Stored items:
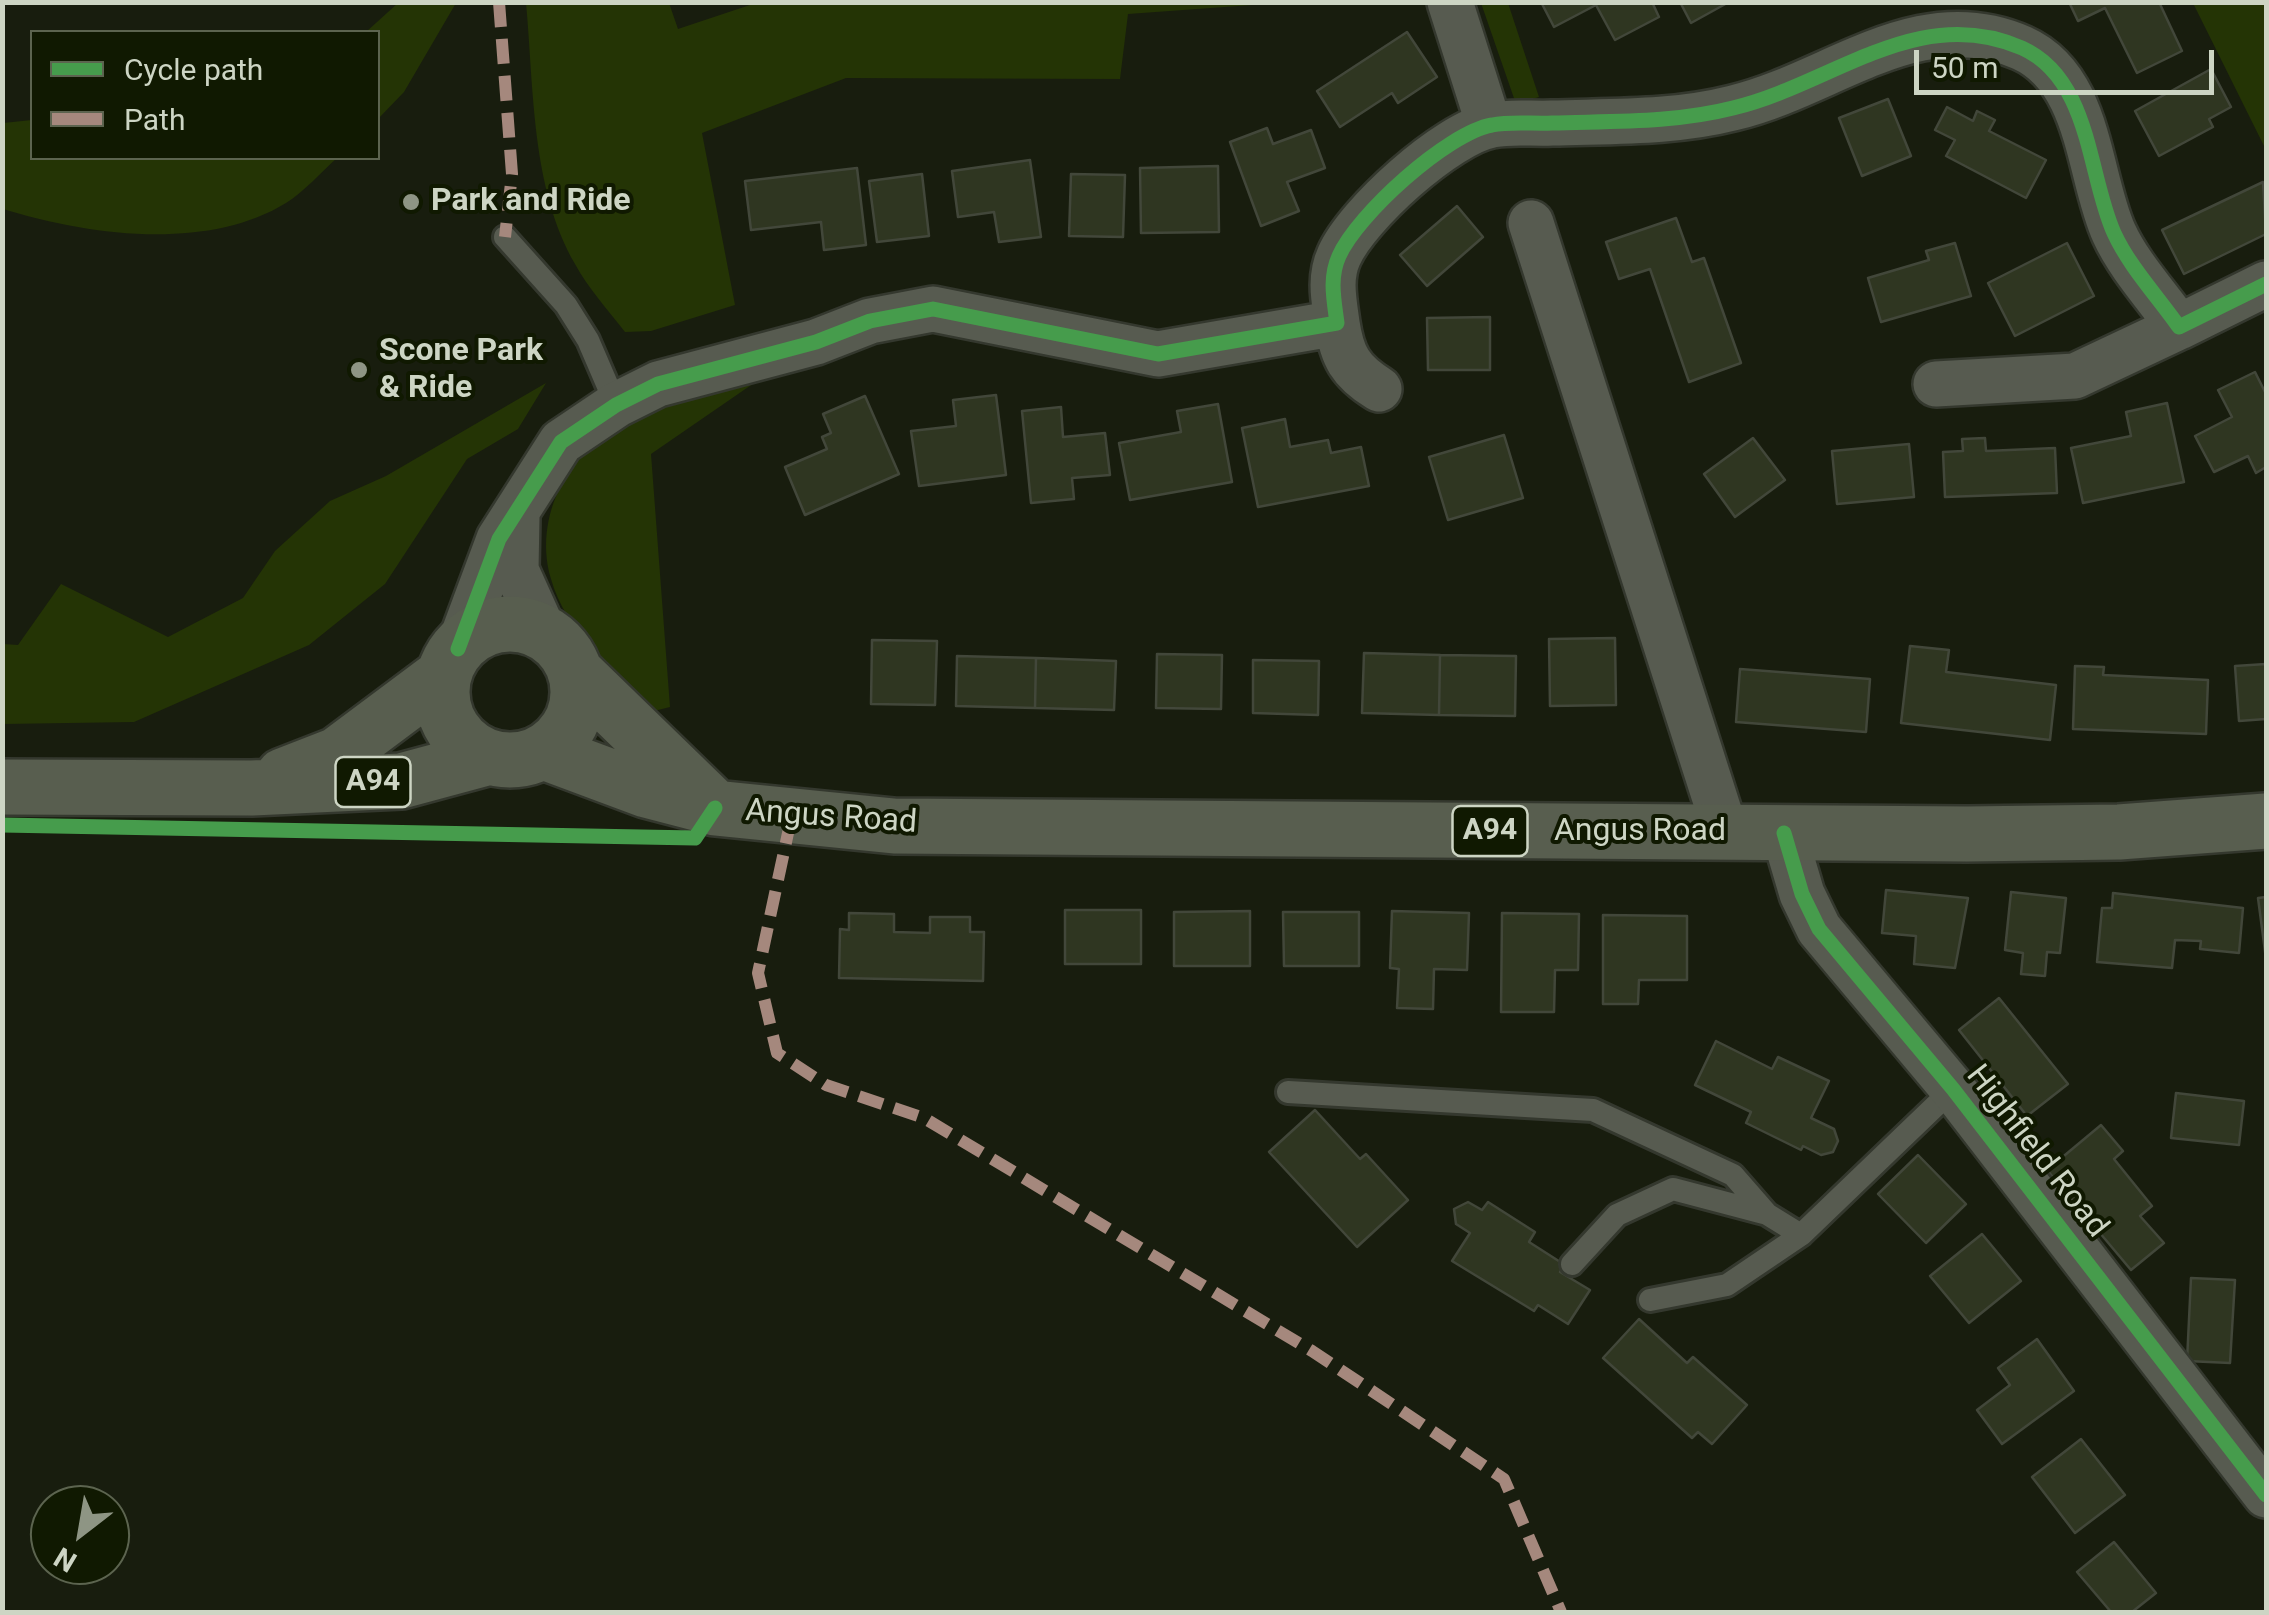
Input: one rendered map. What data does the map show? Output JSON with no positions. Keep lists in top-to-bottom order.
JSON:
{
  "streets": {
    "main road": ["A94", "Angus Road"],
    "street": ["Highfield Road"]
  },
  "crossings": [
    ["A94", "Angus Road"],
    ["Angus Road", "Highfield Road"]
  ],
  "places": ["Park and Ride", "Scone Park & Ride"],
  "legend": ["Cycle path", "Path"],
  "scale_bar": "50 m",
  "north": "bottom left"
}
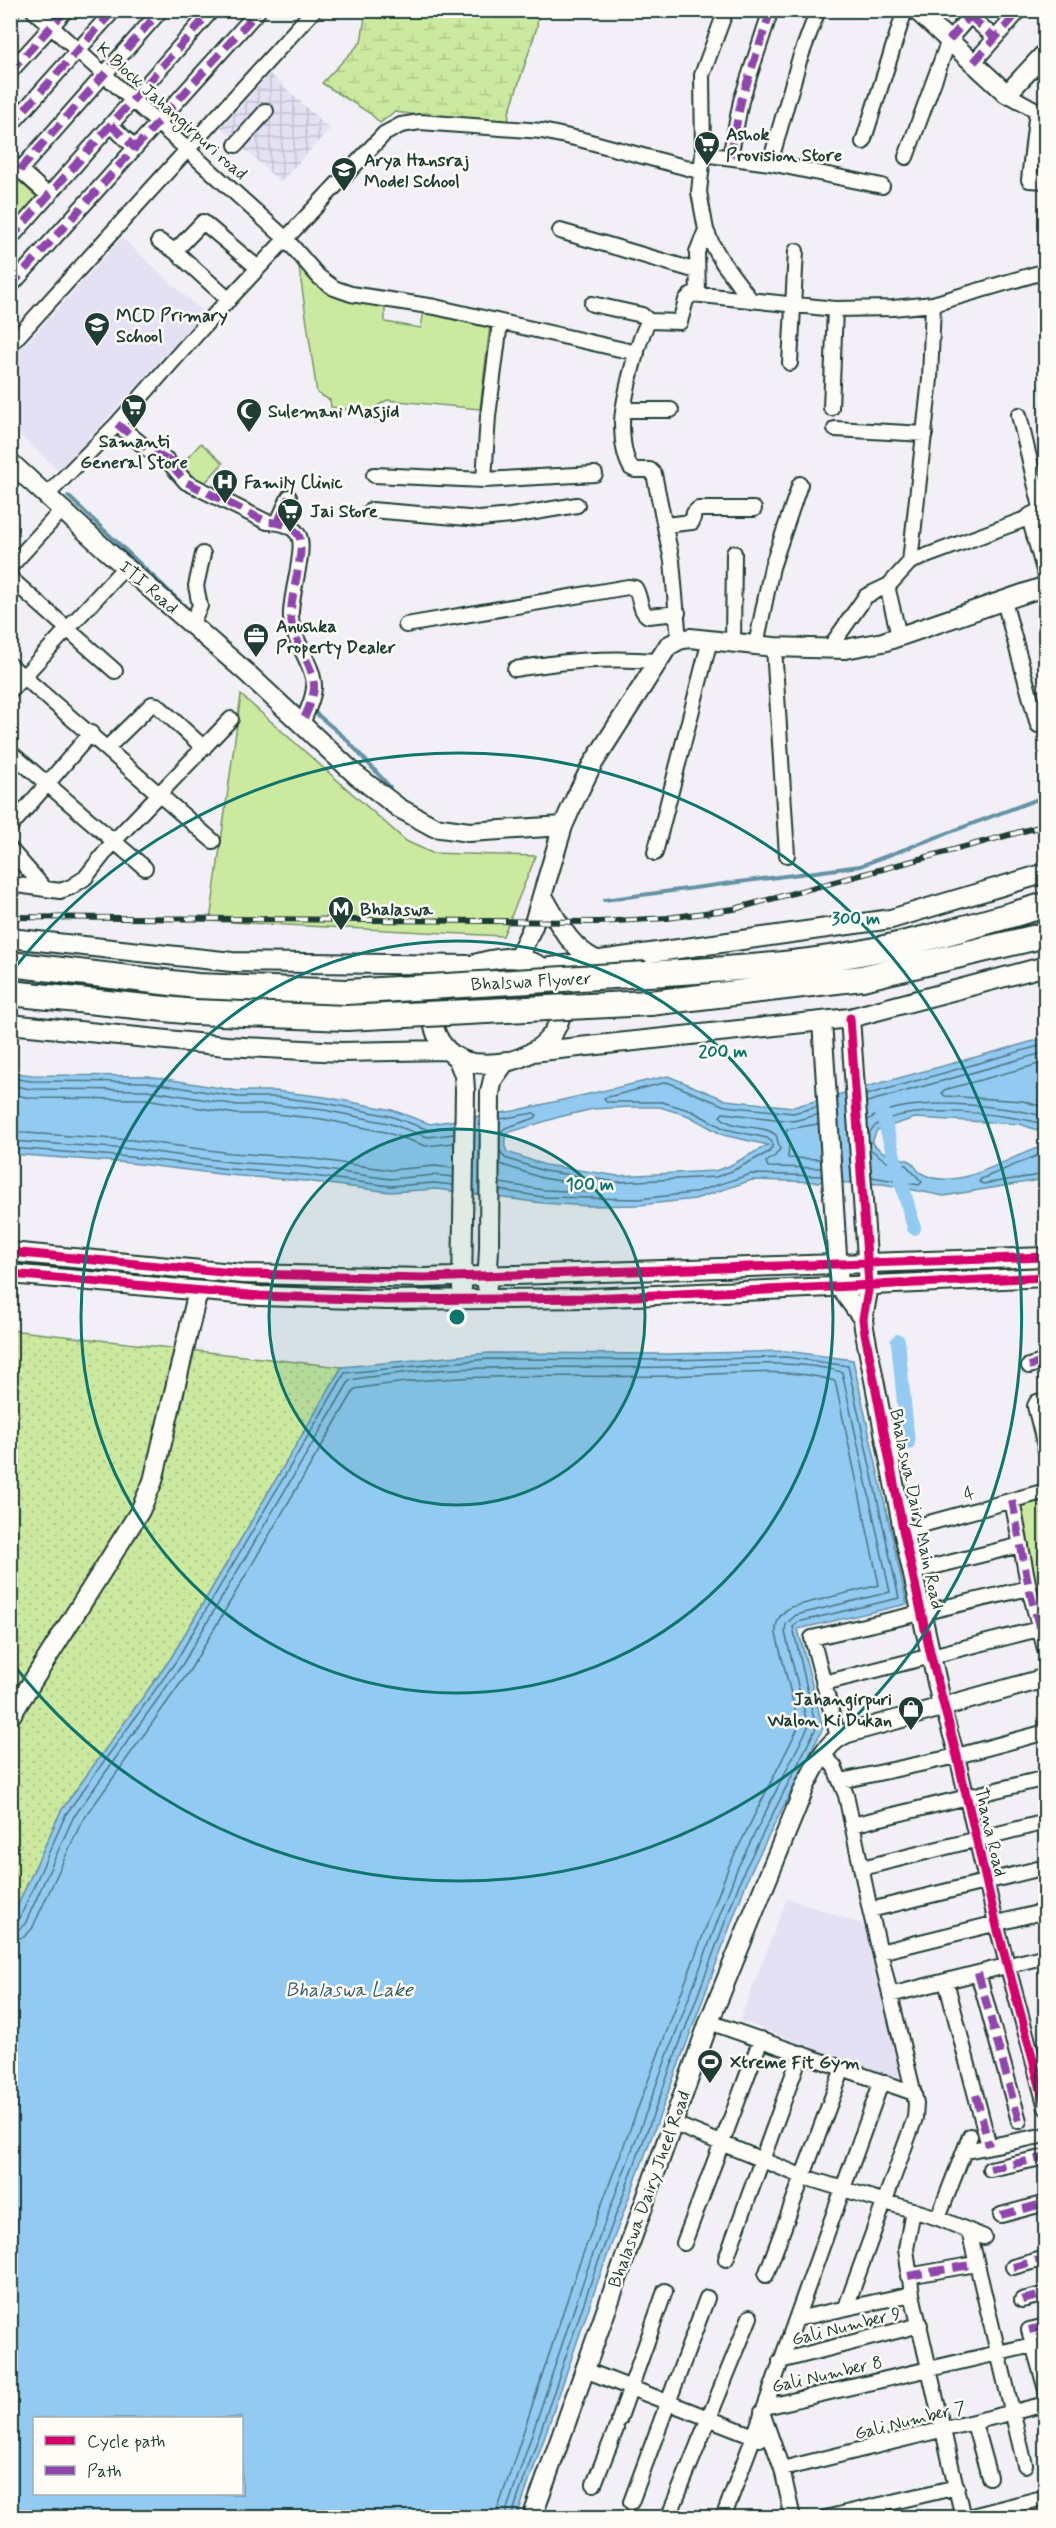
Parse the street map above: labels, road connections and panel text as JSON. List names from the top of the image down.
{
  "streets": {
    "highway": ["Bhalswa Flyover"],
    "street": [
      "K Block Jahangirpuri road",
      "ITI Road",
      "4",
      "Bhalaswa Dairy Main Road",
      "Thana Road",
      "Bhalaswa Dairy Jheel Road",
      "Gali Number 9",
      "Gali Number 8",
      "Gali Number 7"
    ]
  },
  "crossings": [
    ["4", "Bhalaswa Dairy Main Road"],
    ["Bhalaswa Dairy Main Road", "Thana Road"]
  ],
  "water": ["Bhalaswa Lake"],
  "places": {
    "supermarket": ["Ashok Provision Store", "Samanti General Store", "Jai Store"],
    "school or university": ["Arya Hansraj Model School", "MCD Primary School"],
    "mosque": ["Sulemani Masjid"],
    "hospital": ["Family Clinic"],
    "office": ["Anushka Property Dealer"],
    "metro station": ["Bhalaswa"],
    "shop": ["Jahangirpuri Walon Ki Dukan"],
    "sports": ["Xtreme Fit Gym"]
  },
  "legend": ["Cycle path", "Path"],
  "rings": ["300 m", "200 m", "100 m"]
}
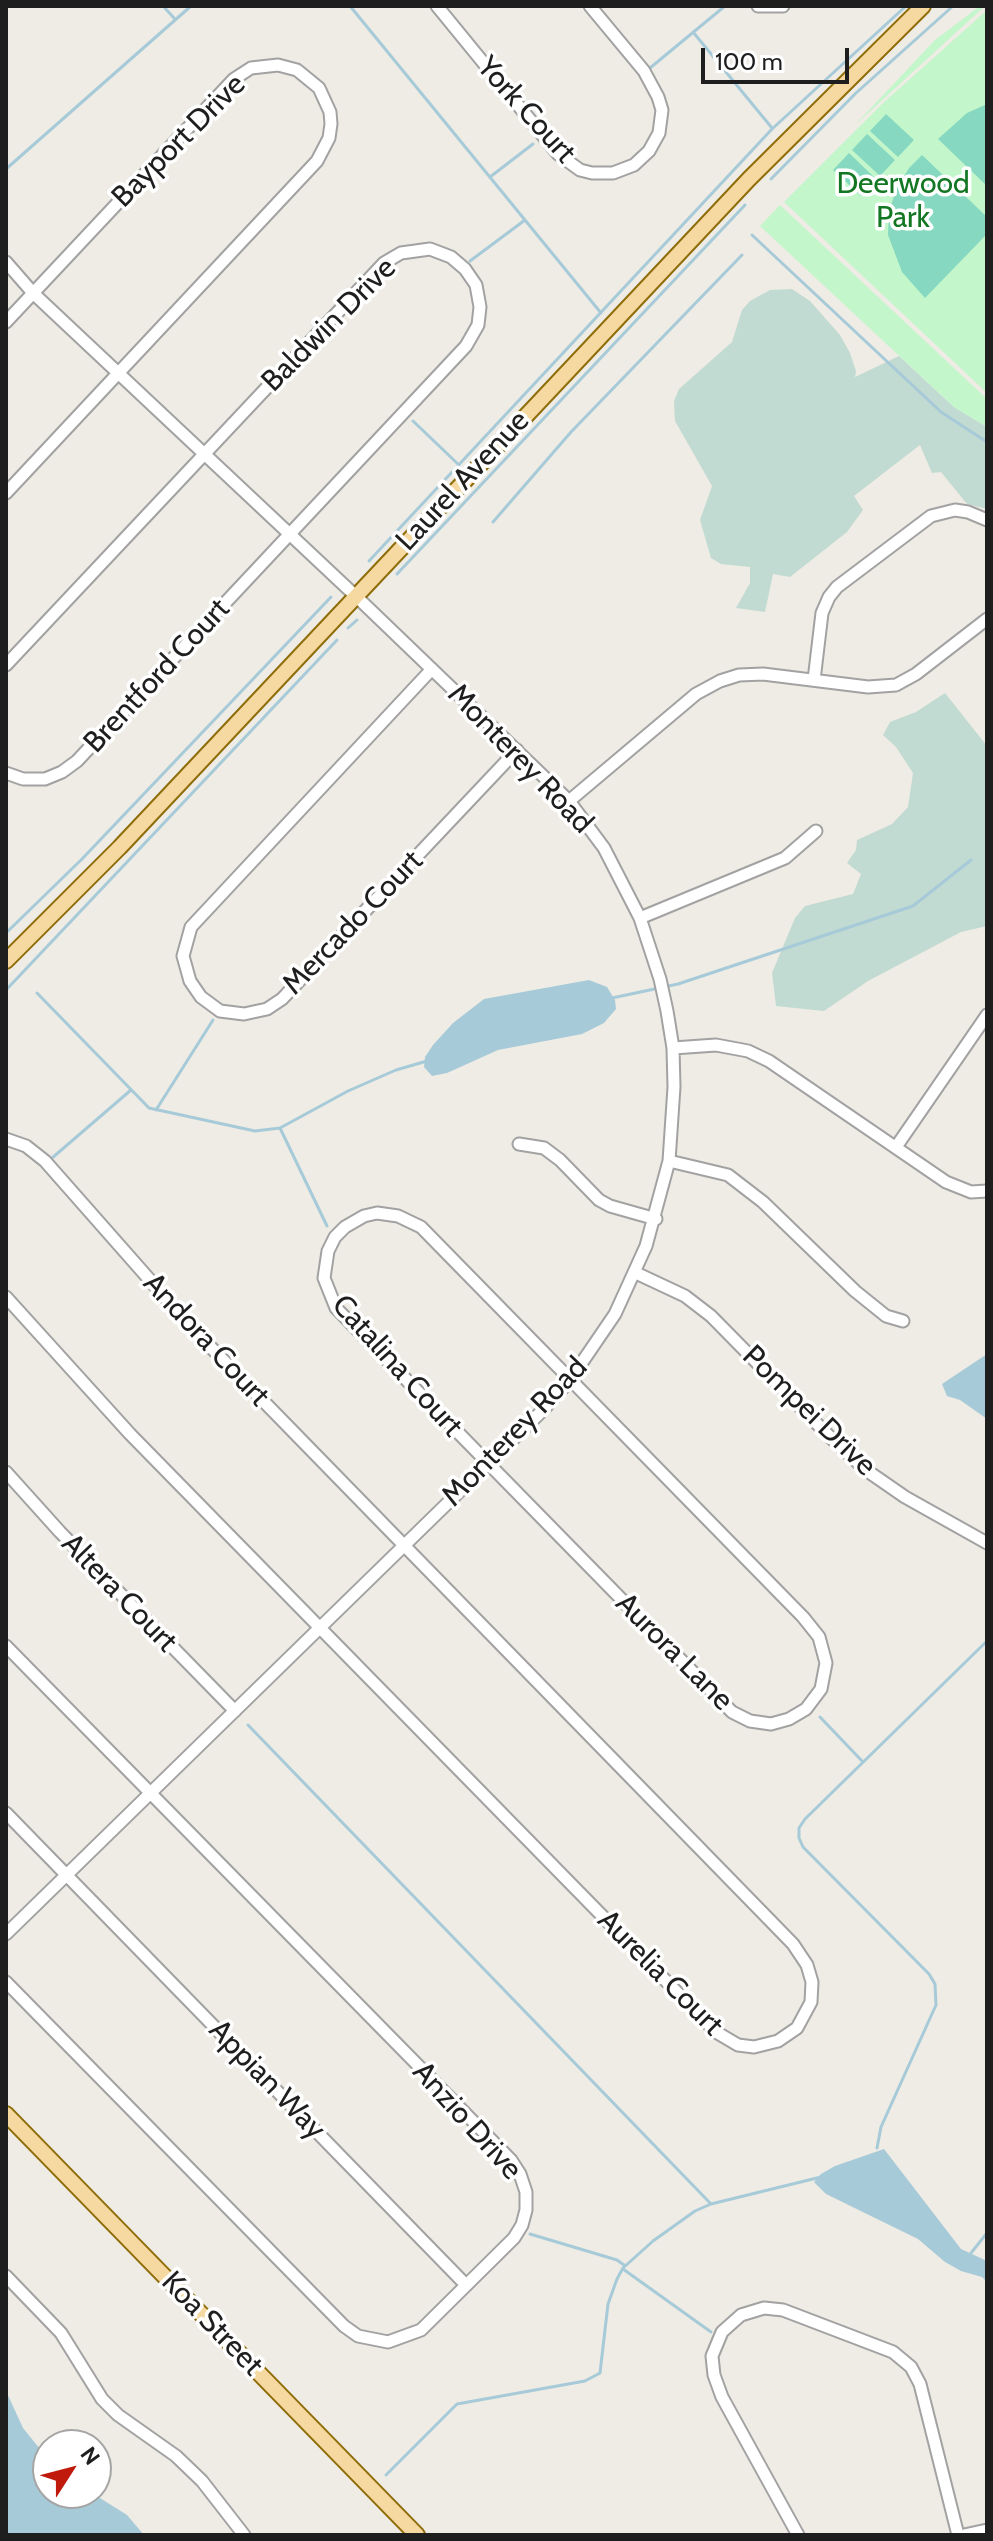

What you have to do: Extract, word for word, each line from the one that contains "Parse the street" through the final line of the data above. Leave the pictures out.

Completed exercise:
Parse the street map above: labels, road connections and panel text as JSON. List names from the top of the image down.
{
  "streets": {
    "highway": ["Bhalswa Flyover"],
    "street": [
      "K Block Jahangirpuri road",
      "ITI Road",
      "4",
      "Bhalaswa Dairy Main Road",
      "Thana Road",
      "Bhalaswa Dairy Jheel Road",
      "Gali Number 9",
      "Gali Number 8",
      "Gali Number 7"
    ]
  },
  "crossings": [
    ["4", "Bhalaswa Dairy Main Road"],
    ["Bhalaswa Dairy Main Road", "Thana Road"]
  ],
  "water": ["Bhalaswa Lake"],
  "places": {
    "supermarket": ["Ashok Provision Store", "Samanti General Store", "Jai Store"],
    "school or university": ["Arya Hansraj Model School", "MCD Primary School"],
    "mosque": ["Sulemani Masjid"],
    "hospital": ["Family Clinic"],
    "office": ["Anushka Property Dealer"],
    "metro station": ["Bhalaswa"],
    "shop": ["Jahangirpuri Walon Ki Dukan"],
    "sports": ["Xtreme Fit Gym"]
  },
  "legend": ["Cycle path", "Path"],
  "rings": ["300 m", "200 m", "100 m"]
}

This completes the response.